Origin Subduction Zone Discovered by EOAS researcher and team

August 27, 2018

Why subduction zones form

The outer, rigid shell of the Earth is broken into 60-200 km thick tectonic plates that move along each other along large fault zones, causing most of Earth’s earthquakes. The most violent of plate boundaries are subduction zones, where one plate dives below another, back into earth’s interior. Once active, subduction zones can exist for tens or even hundreds of millions of years, but how do they form?

An international team of earth scientists from Canada, the Netherlands, Norway, and the UK now showed for the first time that subduction zones form because plate tectonic changes elsewhere start pushing one plate below another. Previously, it was widely assumed that subduction zones form spontaneously because of gravitational instability. 
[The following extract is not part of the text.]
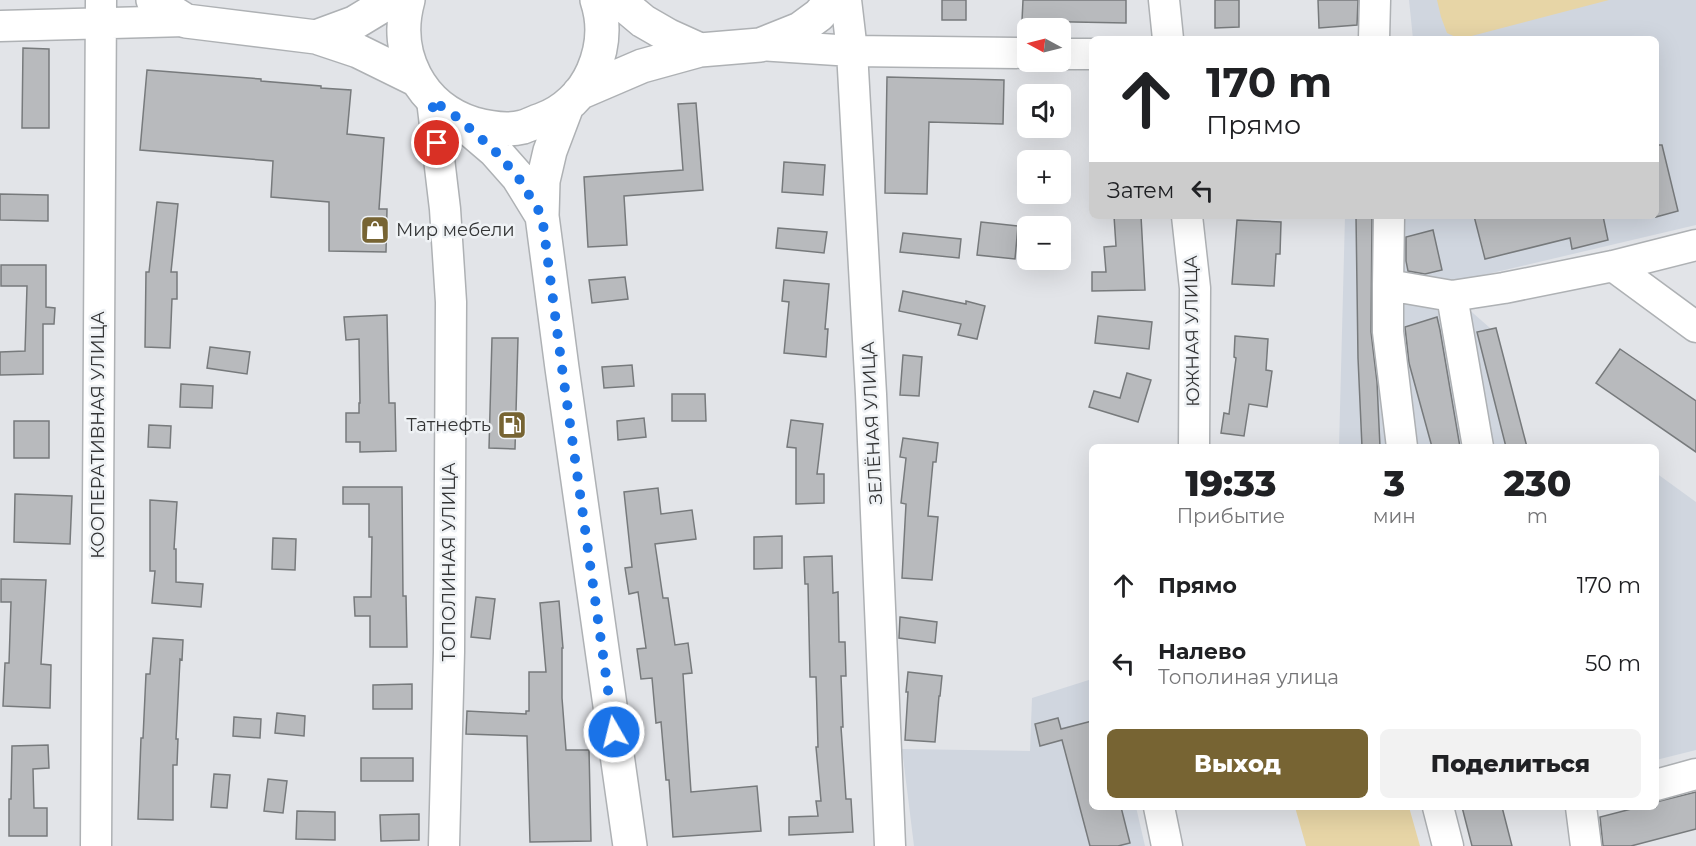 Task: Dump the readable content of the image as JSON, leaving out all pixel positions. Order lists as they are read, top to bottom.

The widely accepted idea of how subduction zones form suggested that a piece of plate started to spontaneously sink into the mantle. This, then, creates a gap at the Earth surface that becomes filled with magma producing new, young crust. Only after millions of years would the sinking plate become heavy enough to start pulling the plates together, creating horizontal plate motion and regular subduction.

The study’s lead author Carl Guilmette of Laval University, Quebec, Canada explains: 'there are rocks on earth that we think formed in the early stages of a subduction zone. Such rocks are for instance found in Oman, where most rocks formed by filling a gap with new crust next to a new subduction zone, and some formed right at the subduction interface. Previously, we could only date when the rocks of the new crust formed and assumed that this occurred simultaneously with the first formation of a subduction zone’. Matthijs Smit, a dating specialist at the University of British Columbia, Canada, and co-author of the study, now managed to also date the formation of the rocks at the subduction interface. “We show that they are at least 8 million years older than the age of the crust that filled the gap. This means that horizontal plate motion came first, and the formation of the gap came later as a result, and not as a cause, of subduction”. 

Douwe van Hinsbergen of Utrecht University, the Netherlands, explains that the new result has major implications for our understanding of plate tectonics. “For the first time, we unequivocally demonstrate that subduction zones form because of changes in plate motion elsewhere. This means that changes in motion between two plates may have unexpected effects across the planet, including the formation of new subduction zones. Focus of follow-up research is now on which processes exactly drove the formation of the subduction zone that existed in Oman, but we may be searching across the planet”.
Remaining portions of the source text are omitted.